Most candidates preparing for a Meta data engineering loop already know the general topics. The gap is not awareness — it's execution. These meta data engineer interview questions are predictable enough that you can practice them by round, but the bar is set at the point where your answer holds up after the first follow-up, not just during the opening response. That's the version most prep guides never give you.

What follows is a round-by-round breakdown of the questions Meta keeps asking, with worked answers you can adapt under pressure.
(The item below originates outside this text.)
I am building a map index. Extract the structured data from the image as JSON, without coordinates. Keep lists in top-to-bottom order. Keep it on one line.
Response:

The goal is pattern recognition and rehearsed reasoning, not a secret list.

What the Meta Data Engineer Interview Loop Usually Looks Like

What are the most common Meta data engineer interview questions by round?
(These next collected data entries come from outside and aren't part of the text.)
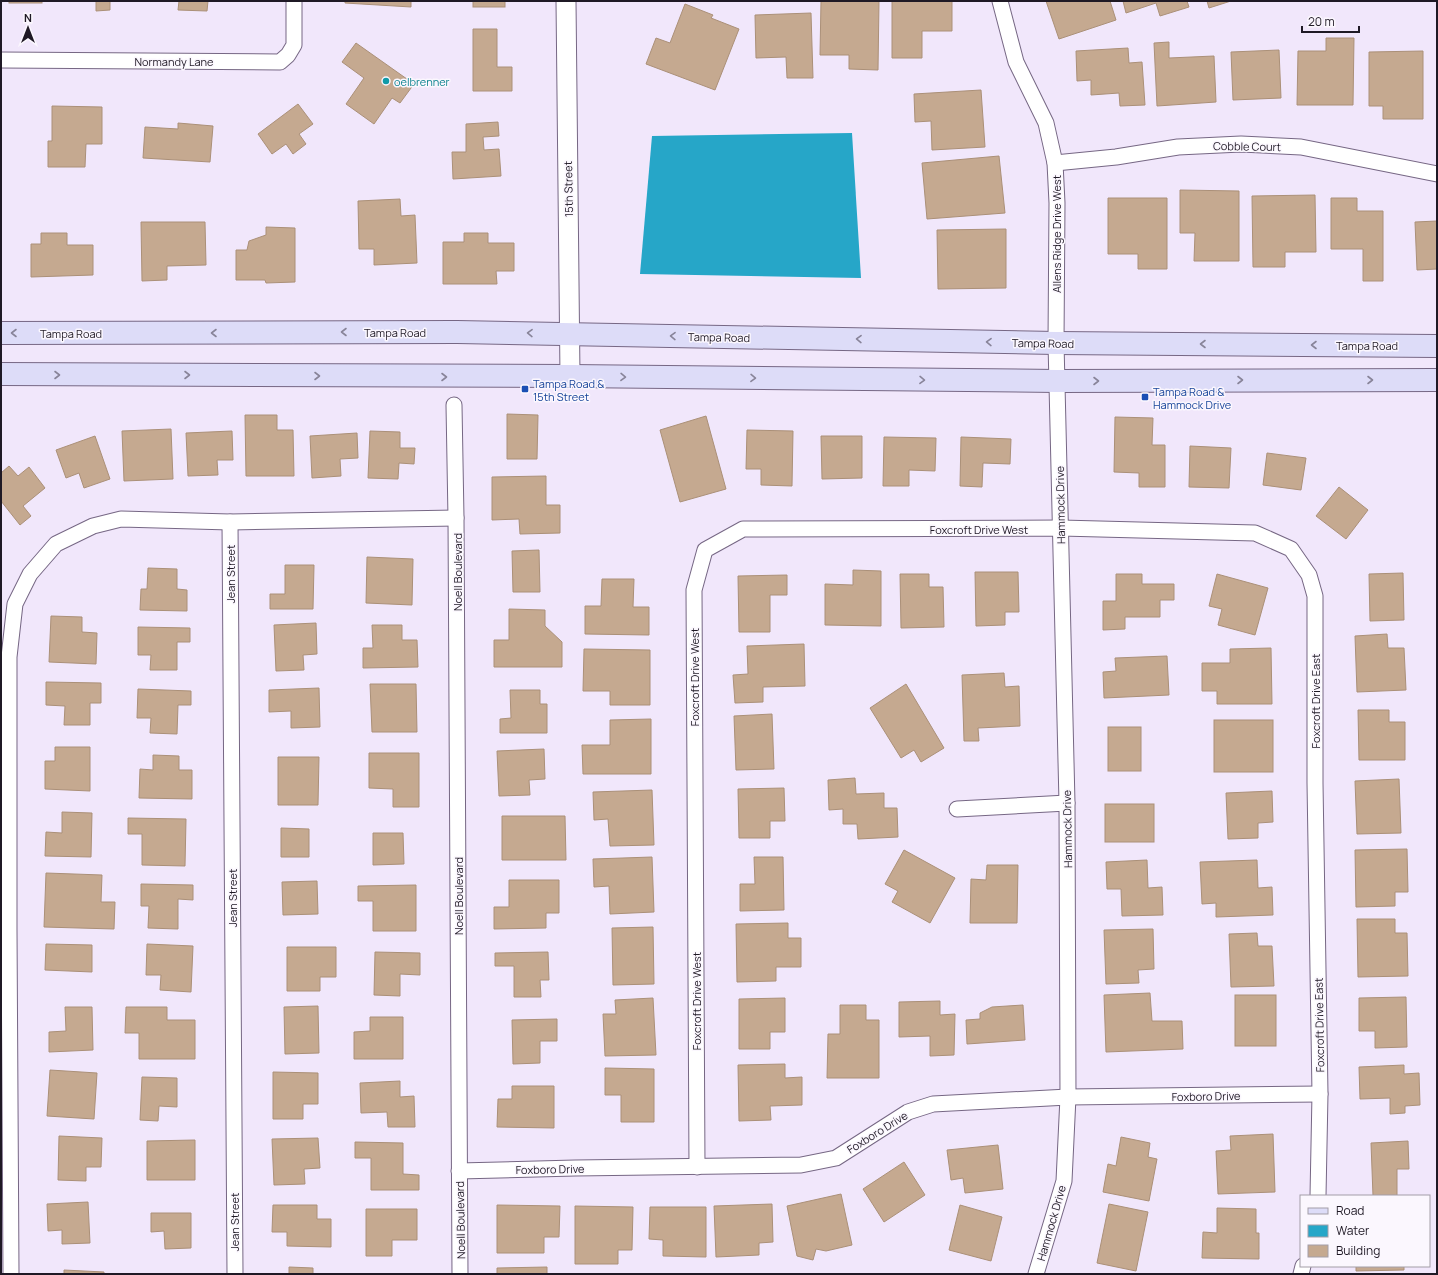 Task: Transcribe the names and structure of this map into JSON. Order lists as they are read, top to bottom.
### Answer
{
  "streets": {
    "main road": ["Tampa Road"],
    "street": [
      "Normandy Lane",
      "Cobble Court",
      "15th Street",
      "Allens Ridge Drive West",
      "Hammock Drive",
      "Foxcroft Drive West",
      "Noell Boulevard",
      "Jean Street",
      "Foxcroft Drive East",
      "Foxboro Drive"
    ]
  },
  "crossings": [
    ["Cobble Court", "Allens Ridge Drive West"],
    ["15th Street", "Tampa Road"],
    ["Allens Ridge Drive West", "Tampa Road"],
    ["Allens Ridge Drive West", "Hammock Drive"],
    ["Hammock Drive", "Foxcroft Drive West"],
    ["Hammock Drive", "Foxcroft Drive East"],
    ["Hammock Drive", "Foxboro Drive"],
    ["Foxcroft Drive West", "Foxcroft Drive East"],
    ["Foxcroft Drive West", "Foxboro Drive"],
    ["Noell Boulevard", "Jean Street"],
    ["Noell Boulevard", "Foxboro Drive"],
    ["Foxcroft Drive East", "Foxboro Drive"]
  ],
  "places": {
    "other": ["oelbrenner"],
    "transit": ["Tampa Road & 15th Street", "Tampa Road & Hammock Drive"]
  },
  "legend": ["Road", "Water", "Building"],
  "scale_bar": "20 m",
  "north": "top"
}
Meta DE interview questions cluster into four main areas across the loop: SQL and data manipulation, data modeling and schema design, Python coding, and behavioral/ownership. The exact round structure can vary by team and level, but the sequence candidates most commonly report is a recruiter screen, a technical phone screen focused on SQL and one or two behavioral questions, and then a full virtual onsite with separate rounds for SQL, coding (Python), system/data design, and behavioral. Some loops include a data modeling or architecture round as a standalone.
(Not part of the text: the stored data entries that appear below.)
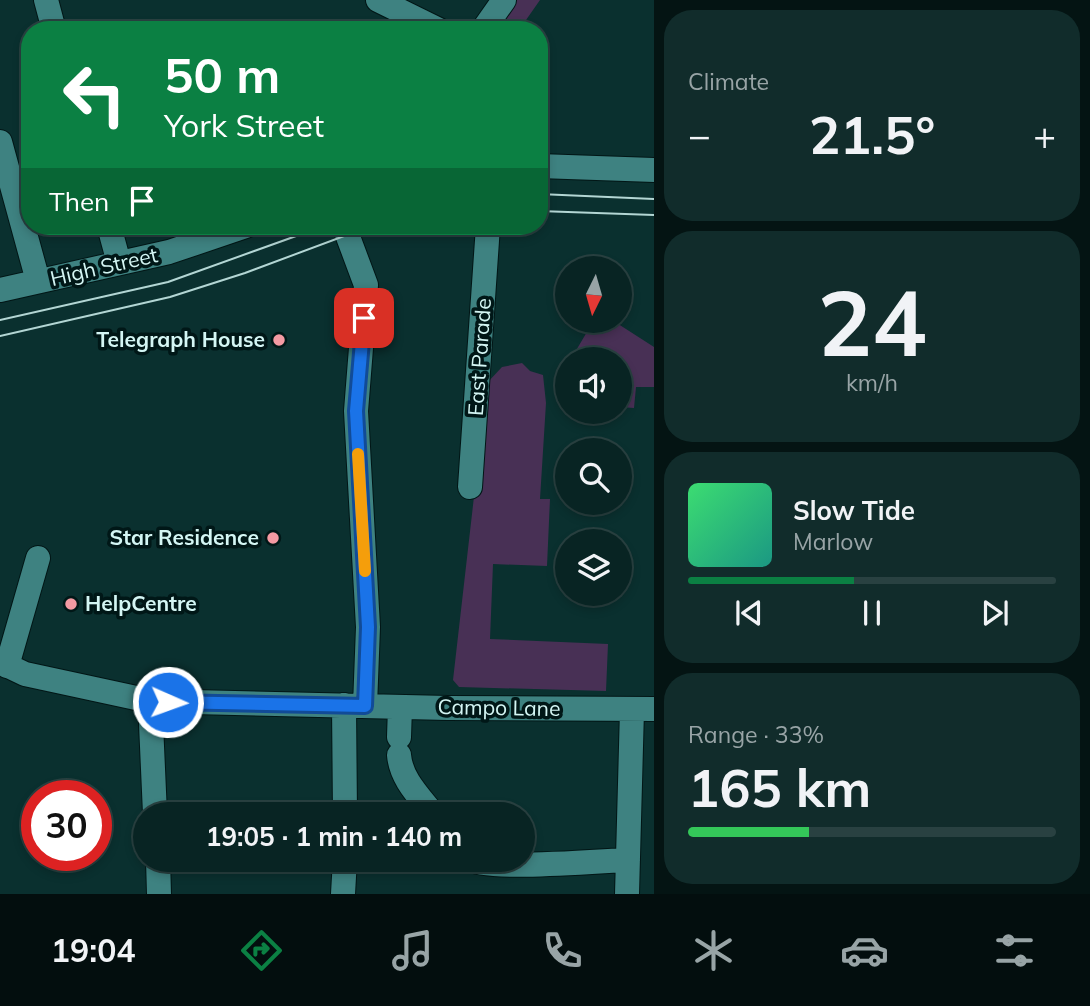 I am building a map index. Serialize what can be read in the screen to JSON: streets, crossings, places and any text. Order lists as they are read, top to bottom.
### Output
{
  "streets": {
    "street": ["High Street", "East Parade", "Campo Lane"]
  },
  "places": ["Telegraph House", "Star Residence", "HelpCentre"],
  "north": "bottom",
  "page": {
    "tile": [
      "Climate",
      ["24", "km/h"],
      ["Range · 33%", "165 km"]
    ],
    "turn": ["50 m", "York Street"],
    "heat": ["−", "21.5°", "+"],
    "then": "Then",
    "song": ["Slow Tide", "Marlow"],
    "limit": "30",
    "trip": "19:05 · 1 min · 140 m",
    "tabs": "19:04"
  }
} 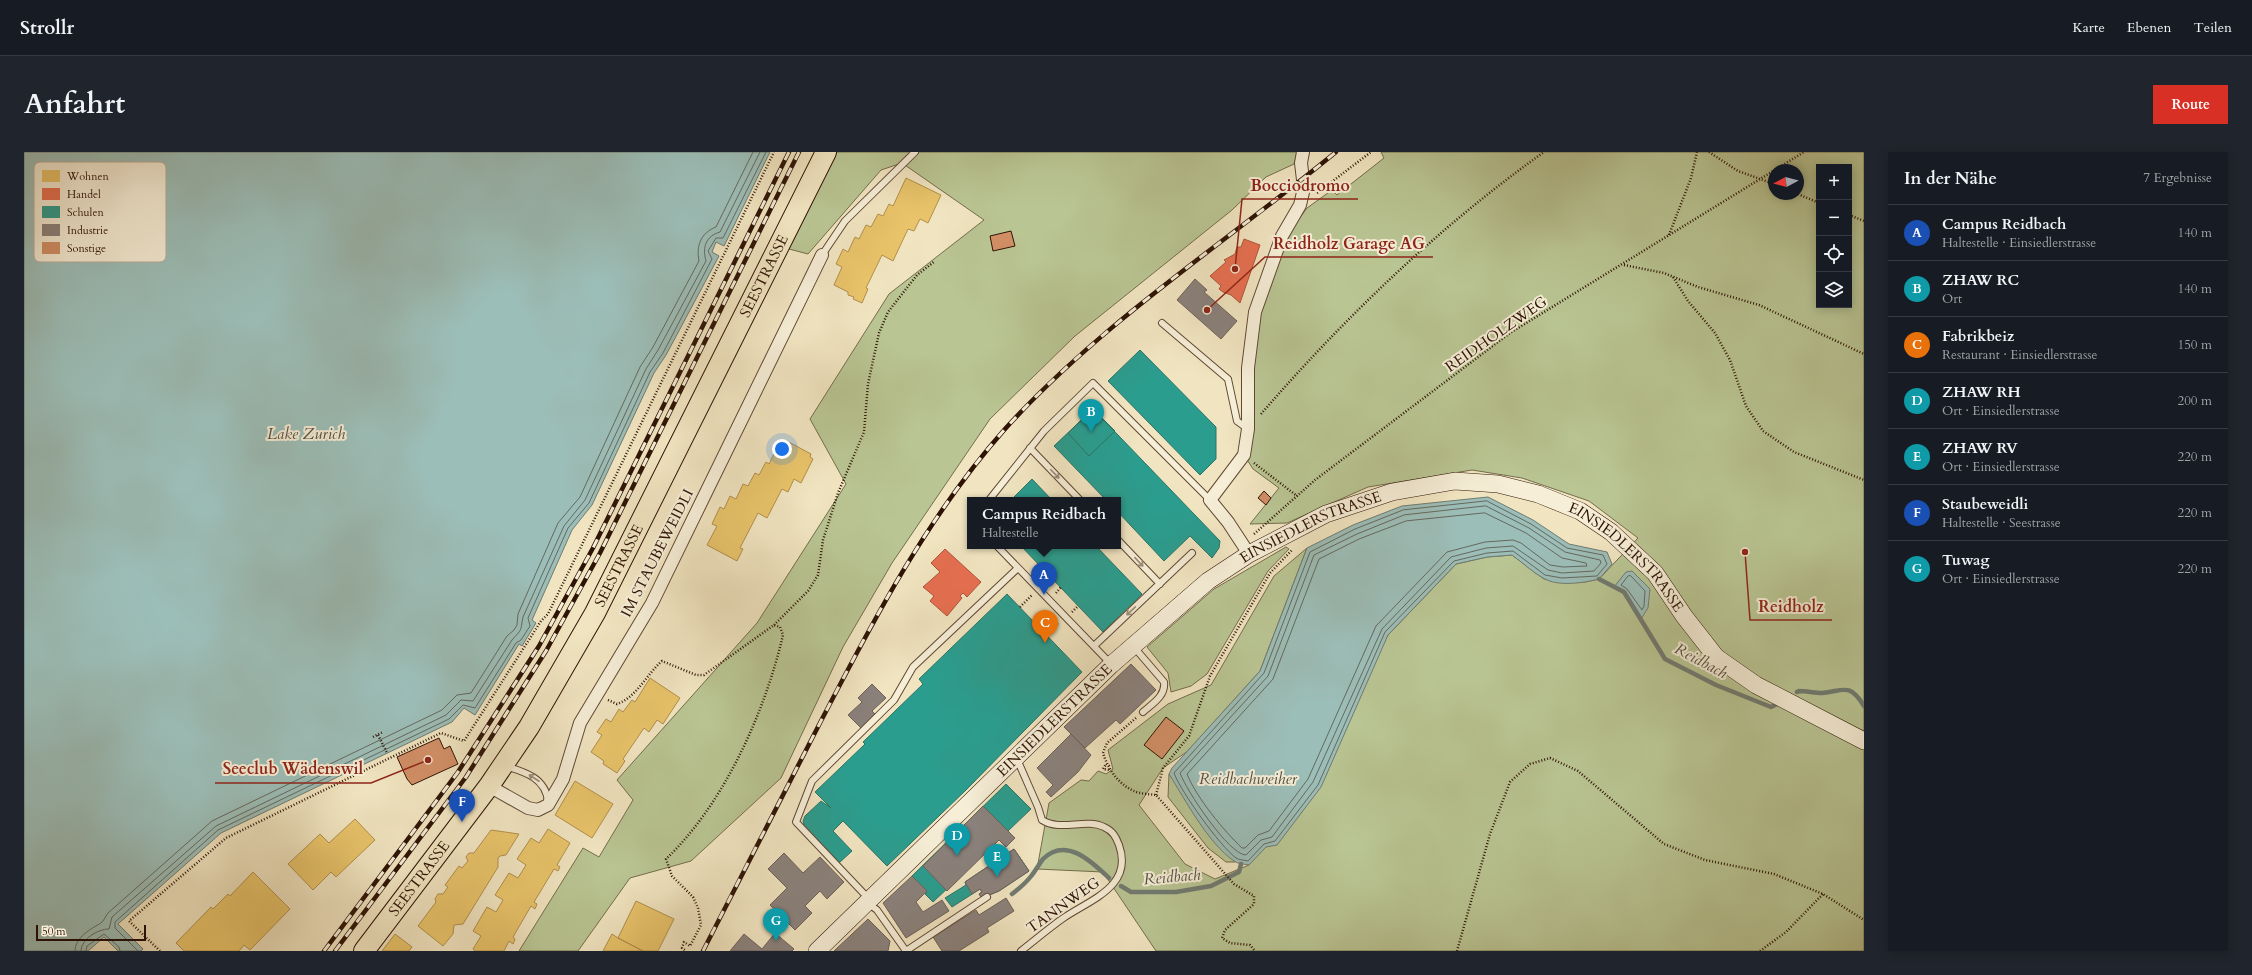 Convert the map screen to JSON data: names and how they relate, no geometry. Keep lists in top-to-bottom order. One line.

The highest-frequency themes, based on public candidate debriefs and Meta engineering role descriptions, are: window functions and aggregations on event data, star schema design for product analytics pipelines, Python data structure manipulation, pipeline reliability and ownership stories, and cross-functional conflict or influence scenarios. The pattern is not random. Each question type maps to a core job function: querying logs, designing pipelines, writing clean transformation logic, and operating reliably at scale.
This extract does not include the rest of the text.